What to work on:
Though the entries hold pictures, only their text should be duplicated, exactly and in full.

[Stored data entries]
● ● ● ●

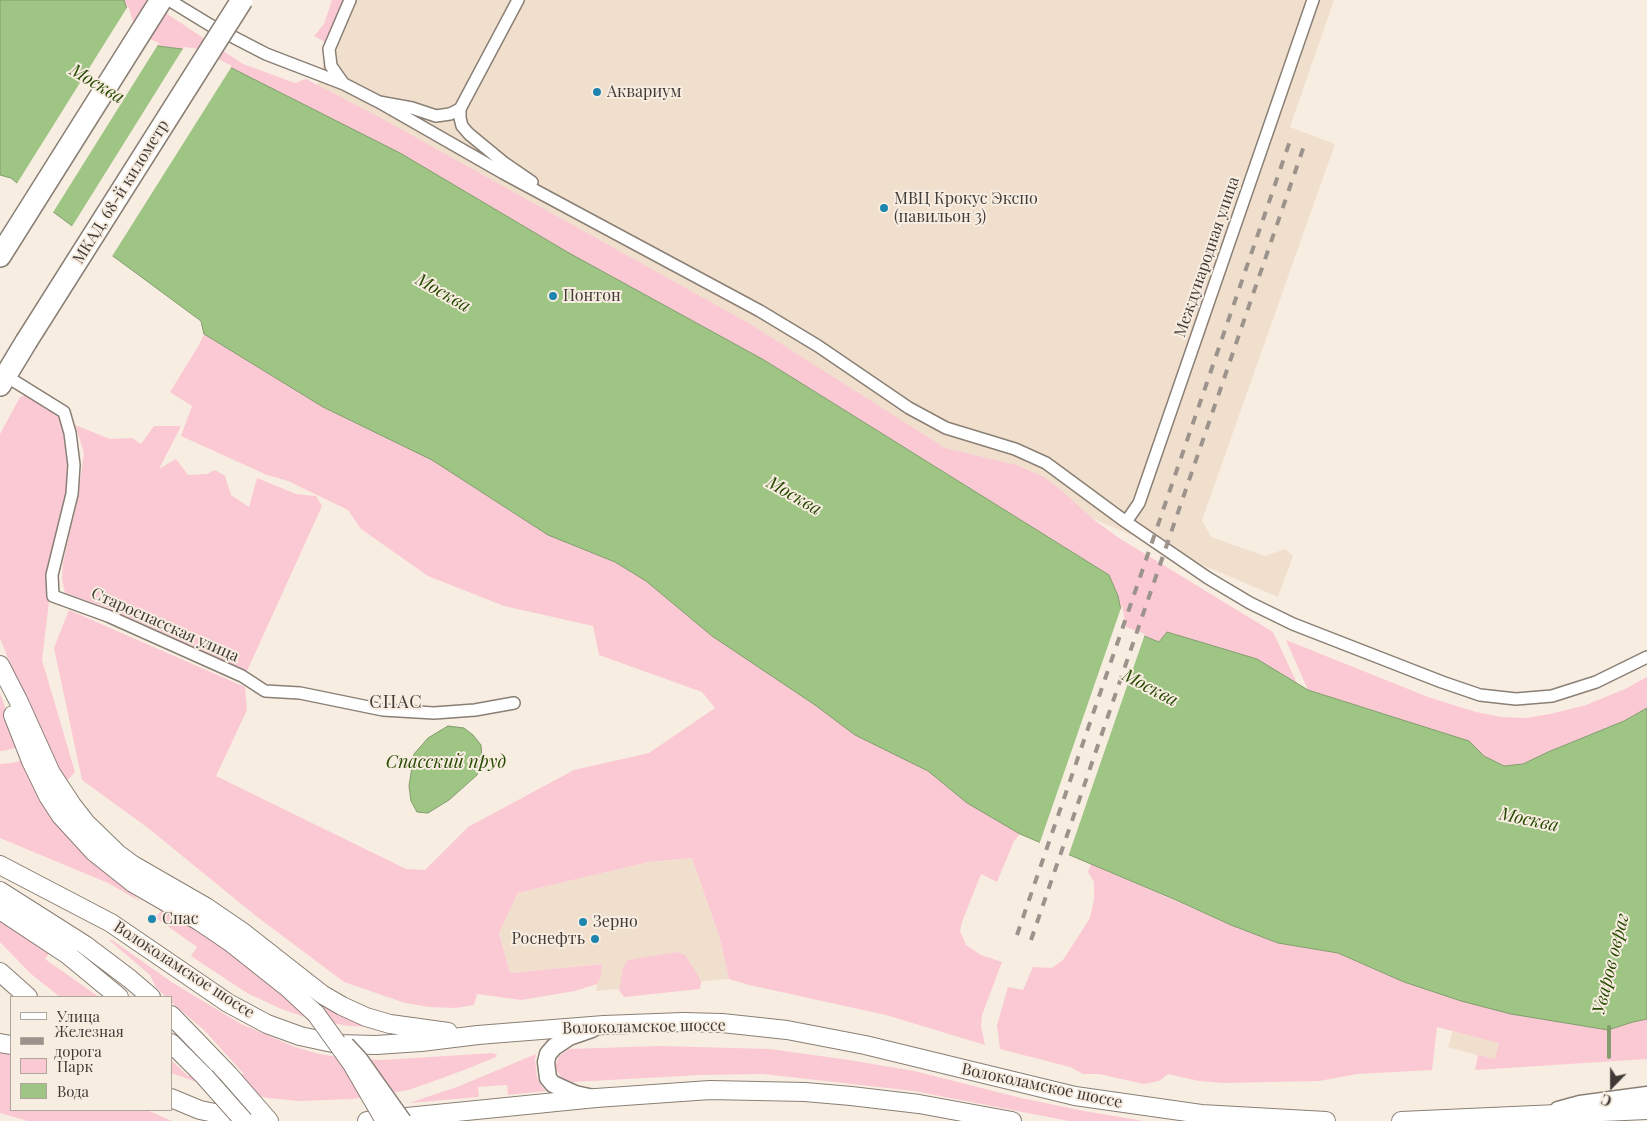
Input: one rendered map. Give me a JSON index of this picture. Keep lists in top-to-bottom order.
{
  "streets": {
    "highway": ["МКАД, 68-й километр"],
    "main road": ["Волоколамское шоссе"],
    "street": ["Международная улица", "Староспасская улица"]
  },
  "crossings": [
    ["МКАД, 68-й километр", "Староспасская улица"]
  ],
  "districts": ["СПАС"],
  "water": ["Москва", "Спасский пруд", "Уваров овраг"],
  "places": [
    "Аквариум",
    "МВЦ Крокус Экспо (павильон 3)",
    "Понтон",
    "Спас",
    "Зерно",
    "Роснефть"
  ],
  "legend": [
    "Улица",
    "Железная дорога",
    "Парк",
    "Вода"
  ],
  "north": "bottom"
}
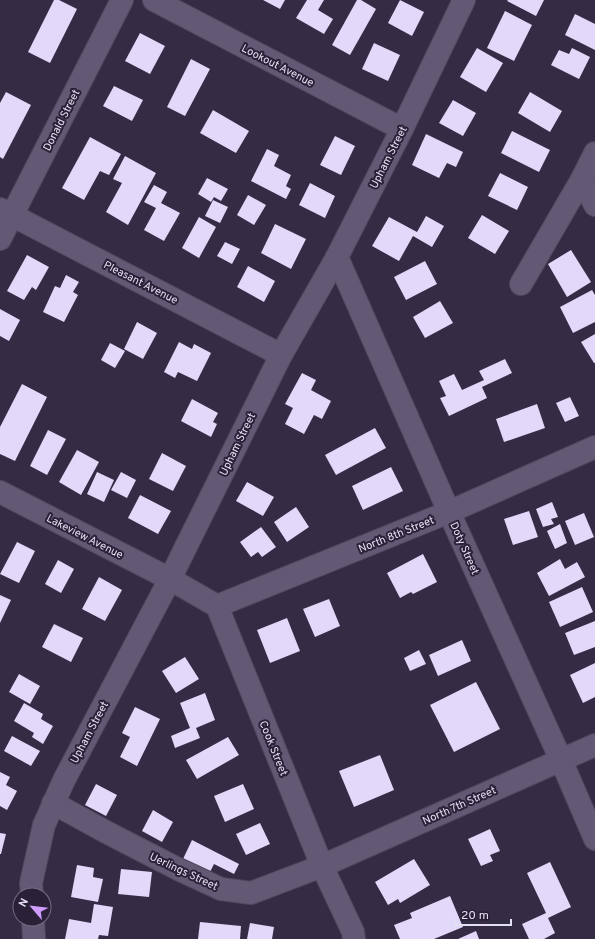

● ● ● ●

Result of this task:
Input: one rendered map. Give me a JSON index of this picture. Keep lists in top-to-bottom order.
{
  "streets": {
    "highway": ["МКАД, 68-й километр"],
    "main road": ["Волоколамское шоссе"],
    "street": ["Международная улица", "Староспасская улица"]
  },
  "crossings": [
    ["МКАД, 68-й километр", "Староспасская улица"]
  ],
  "districts": ["СПАС"],
  "water": ["Москва", "Спасский пруд", "Уваров овраг"],
  "places": [
    "Аквариум",
    "МВЦ Крокус Экспо (павильон 3)",
    "Понтон",
    "Спас",
    "Зерно",
    "Роснефть"
  ],
  "legend": [
    "Улица",
    "Железная дорога",
    "Парк",
    "Вода"
  ],
  "north": "bottom"
}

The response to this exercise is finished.